- More than 100,000 COVID-19 cases in Germany
- Boris Johnson spends second night in intensive care
- Trump has threatened to put a ”hold” on WHO funding
- Lufthansa to discontinue all Germanwings flights, expects ongoing disruption to air travel
- China lifts travel restrictions in city of Wuhan
Updates in Universal Coordinated Time (UTC/GMT)
06:35 EU finance ministers have failed to agree on a fiscal plan to help EU member states that have been hard hit by the pandemic. ”After 16 hours of discussions, we came close to a deal but we are not there yet. I suspended the Eurogroup and (we will) continue tomorrow Thursday,” said Eurogroup chief Mario Centeno.
Read more: EU fails to agree on coronavirus recovery deal
06:33 German politicians and an official have warned that right-wing extremists in the country are attempting to co-opt the coronavirus crisis for their own gain.
“Right-wing extremists are trying to capitalize on the crisis,” Stephan Kramer, president of Thuringia’s office for the protection of the constitution, told German news outlet RND. “They criticize the government and the EU for apparent failures or claim that refugees have spread the virus. Others are asserting that the coronavirus serves as a means to set up a police state.”
Kramer also warned that some right-wing extremists were considering carrying out attacks to exacerbate the crisis. Others were attempting the opposite, offering assistance and carrying out community work. Georg Maier, Thuringia’s minister of interior and local government, agreed, telling RND that some right-wing extremists were trying to use the crisis as a conspiracy theory. “We are bearing that in mind,” said Maier.
Bavaria’s interior minister, Joachim Herrmann, also warned that members of the right wing-extremist party Der Dritte Weg (the Third Way) have been particularly active. Members have been offering assistance in everyday life or going shopping for people during the crisis, in order to win new supporters. They were using the crisis to present themselves as a social organization “that takes care of the of the problems of the ‘little’ people,” said Herrmann.
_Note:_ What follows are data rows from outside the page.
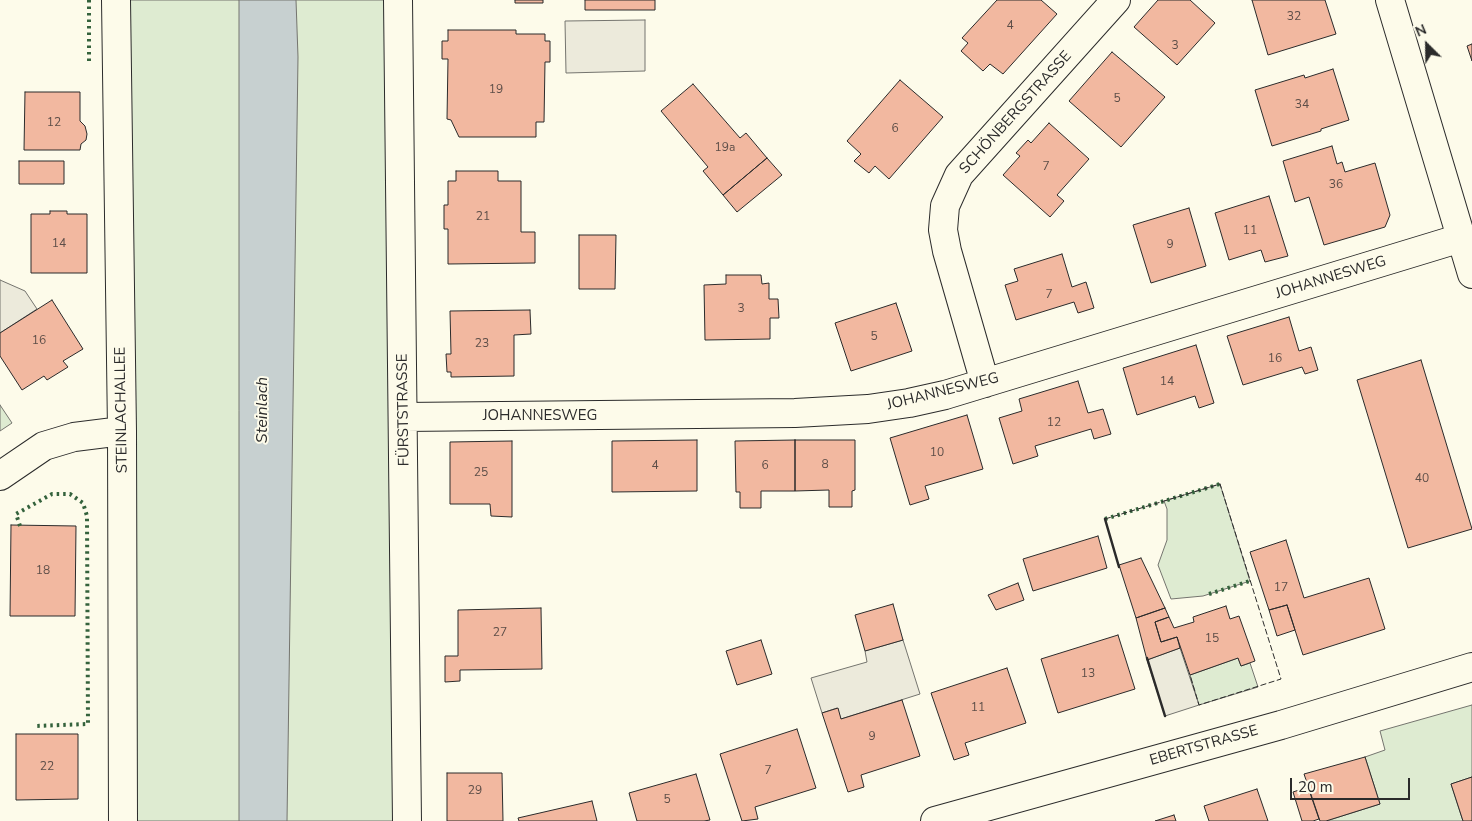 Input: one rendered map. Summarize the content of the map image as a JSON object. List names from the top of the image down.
{
  "streets": {
    "street": [
      "SCHÖNBERGSTRASSE",
      "JOHANNESWEG",
      "STEINLACHALLEE",
      "FÜRSTSTRASSE",
      "EBERTSTRASSE"
    ]
  },
  "crossings": [
    ["SCHÖNBERGSTRASSE", "JOHANNESWEG"],
    ["JOHANNESWEG", "FÜRSTSTRASSE"]
  ],
  "water": ["Steinlach"],
  "house_numbers": [
    "32",
    "4",
    "3",
    "19",
    "5",
    "34",
    "12",
    "6",
    "19a",
    "7",
    "36",
    "21",
    "11",
    "14",
    "9",
    "7",
    "3",
    "5",
    "16",
    "23",
    "16",
    "14",
    "12",
    "10",
    "8",
    "4",
    "6",
    "25",
    "40",
    "18",
    "17",
    "27",
    "15",
    "13",
    "11",
    "9",
    "22",
    "7",
    "29",
    "5"
  ],
  "scale_bar": "20 m",
  "north": "top left"
} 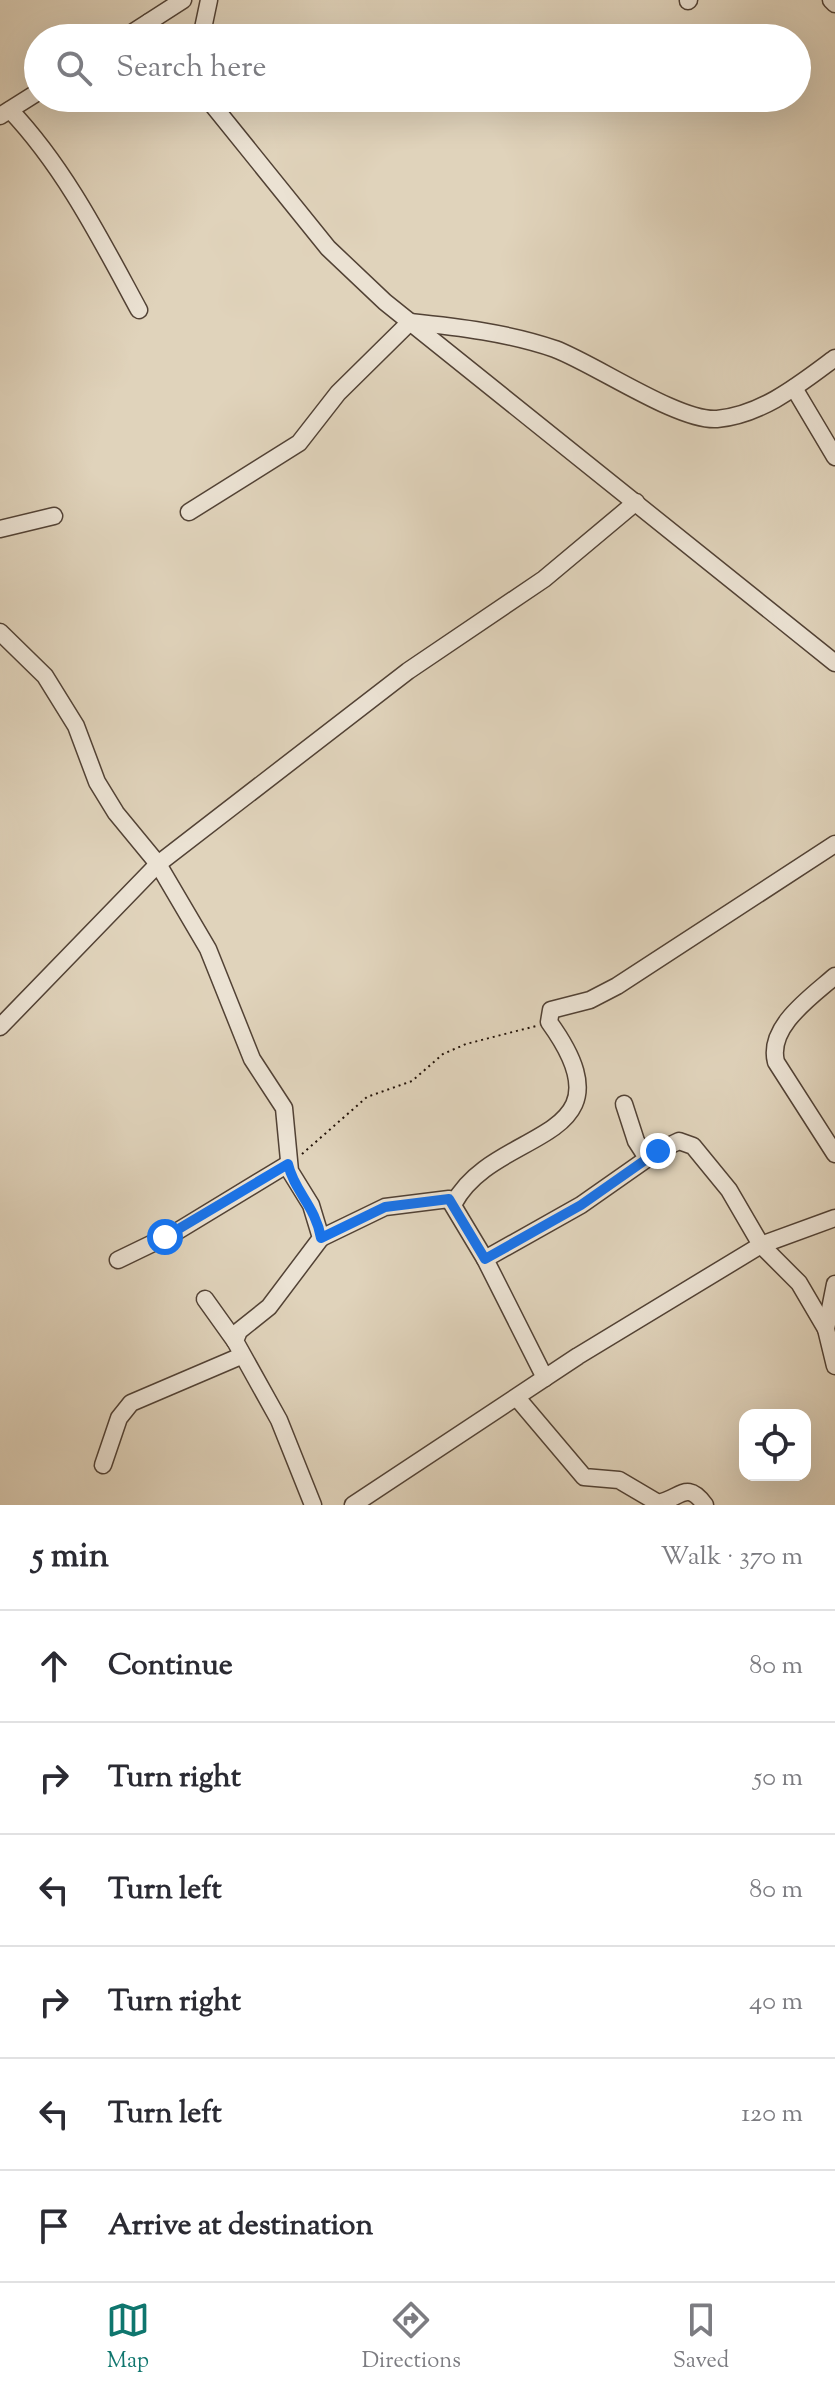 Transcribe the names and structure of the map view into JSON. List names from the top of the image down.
{
  "page": {
    "search": "Search here",
    "heading": ["5 min", "Walk · 370 m"],
    "list": [
      ["Continue", "80 m"],
      ["Turn right", "50 m"],
      ["Turn left", "80 m"],
      ["Turn right", "40 m"],
      ["Turn left", "120 m"],
      "Arrive at destination"
    ],
    "nav": ["Map", "Directions", "Saved"]
  }
}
He was answering a question posed by Bavarian parliament member Cemal Bozoglu.
05:21 Luxembourg’s Foreign Minister Jean Asselborn has urged the German government to lift border controls on its borders with Luxembourg and France as soon as possible, according to a report from the German Editorial Network (RND).
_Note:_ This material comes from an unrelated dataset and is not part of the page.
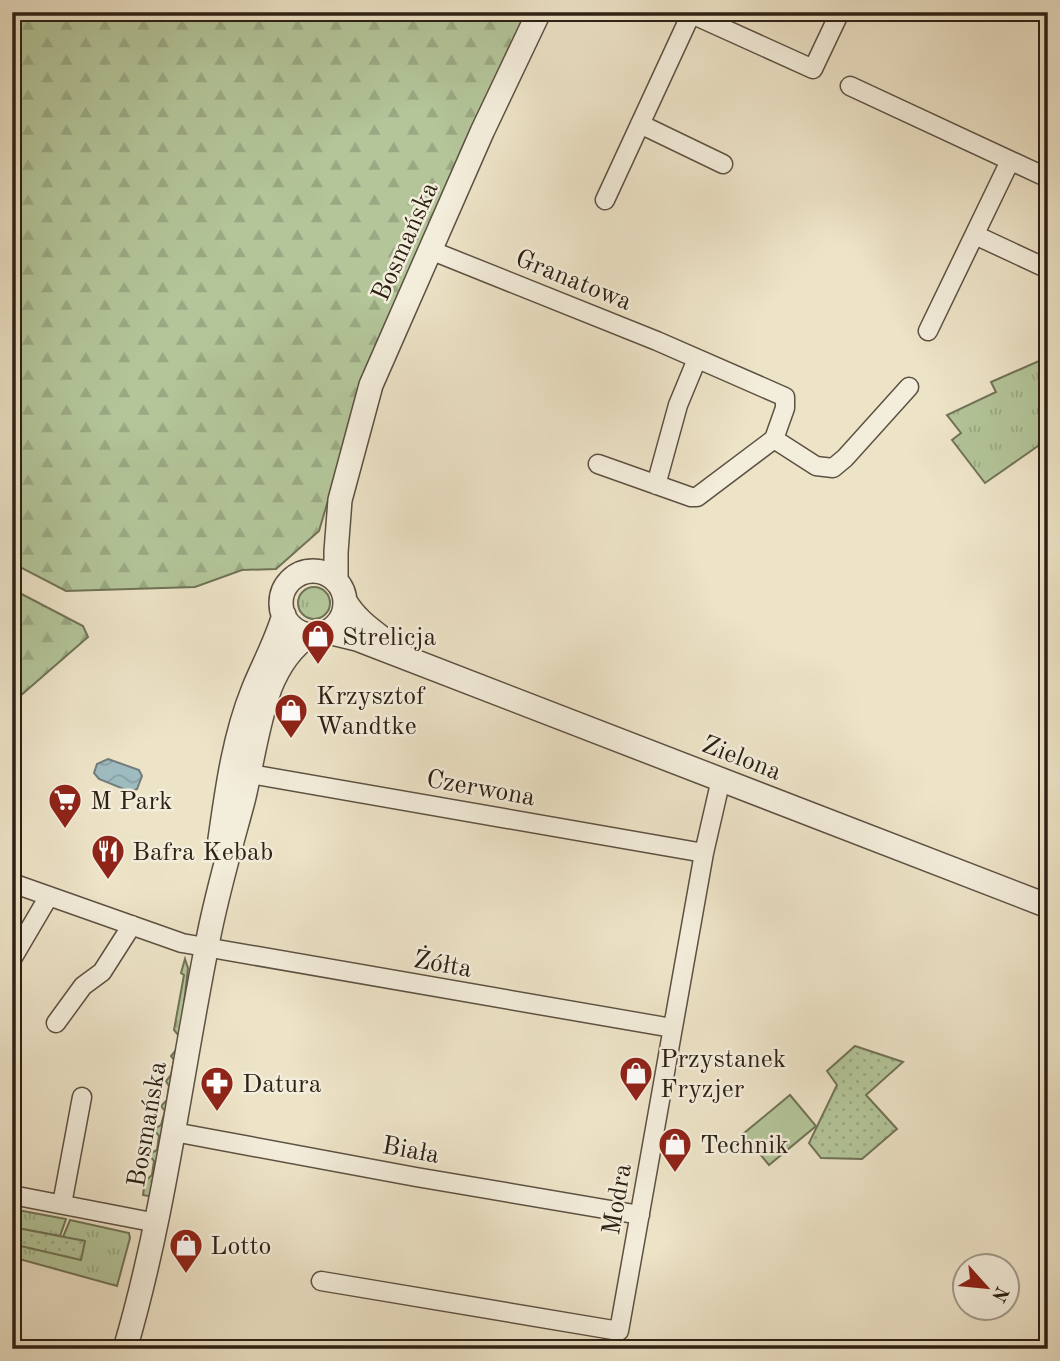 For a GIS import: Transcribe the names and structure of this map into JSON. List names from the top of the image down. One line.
{"streets":{"street":["Bosmańska","Granatowa","Zielona","Czerwona","Żółta","Biała","Modra"]},"crossings":[["Bosmańska","Granatowa"],["Bosmańska","Zielona"],["Bosmańska","Czerwona"],["Bosmańska","Żółta"],["Bosmańska","Biała"],["Zielona","Modra"],["Czerwona","Modra"],["Żółta","Modra"],["Biała","Modra"]],"places":{"shop":["Strelicja","Krzysztof Wandtke","Przystanek Fryzjer","Technik","Lotto"],"supermarket":["M Park"],"restaurant":["Bafra Kebab"],"pharmacy":["Datura"]},"north":"bottom right"}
“I am very concerned about the border controls. We seriously have to be careful,” said Asselborn. “When the Schengen area falls, the citizens’ Europe will fall. The Schengen Area is the EU’s greatest achievement.”
Asselborn also cited the country’s dependence on health care workers who commute across Luxembourg’s borders from Germany and France.
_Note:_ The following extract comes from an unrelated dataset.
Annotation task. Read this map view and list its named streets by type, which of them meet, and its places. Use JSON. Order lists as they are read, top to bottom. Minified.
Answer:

“This only brings trouble,” he said. “Every day people from Saarland and Rhineland-Palatinate write to me complaining about the border controls.”
Temporary border controls have been in place at the borders with Austria, Switzerland, France, Luxembourg and Denmark since March 16.
05:13 The number of COVID-19 cases in Germany is now over 100,000, according to the Robert Koch Institute (RKI). The RKI reports 103,228 confirmed cases, an increase of over 3,000 cases from Tuesday. Germany’s death toll is 1,861, up by over 250 from the day prior.
Johns Hopkins University (JHU), which combines data from the World Health Organization as well as local and national sources, the number of deaths in Germany exceeded 2,000 on Wednesday, while the country has 107,663 confirmed cases.
RKI figures are typically lower than JHU figures, as the institute only publishes figures that have been reported by official health authorities, who can take up to one business day to report their data.
03:23 Twitter CEO Jack Dorsey said he was committing $1 billion in stock to help tackle the coronavirus pandemic. He said he would transfer his equity in Square Inc, his financial payments startup, to his charity fund, Start Small LLC.
In a series of tweets, he said all donations to and from the fund will now be publicly accessible through a Google Doc spreadsheet.
“Why now? The needs are increasingly urgent, and I want to see the impact in my lifetime,” he said.
The amount represents 28% of Dorsey’s net worth, which is estimated to be $3.3 billion, according to Forbes. He said he was pledging his stake in Square rather than Twitter because he owns a larger share of the payments processor.
03:15 US country-folk singer John Prine has died of complications from COVID-19. He was 73 years old.
Mr. Prine had twice undergone treatment for cancer. In 1998, he had surgery to remove a tumor in his neck, which had damaged his vocal cords, and in 2013 he had part of one lung removed to treat lung cancer.
Originally from Maywood, Illinois, a working-class suburb of Chicago, Prine began his artistic career in the 1970s. His album ”The Missing Years,” featuring Bruce Springsteen, Tom Petty and other artists, won a Grammy Award for best contemporary folk recording in 1992.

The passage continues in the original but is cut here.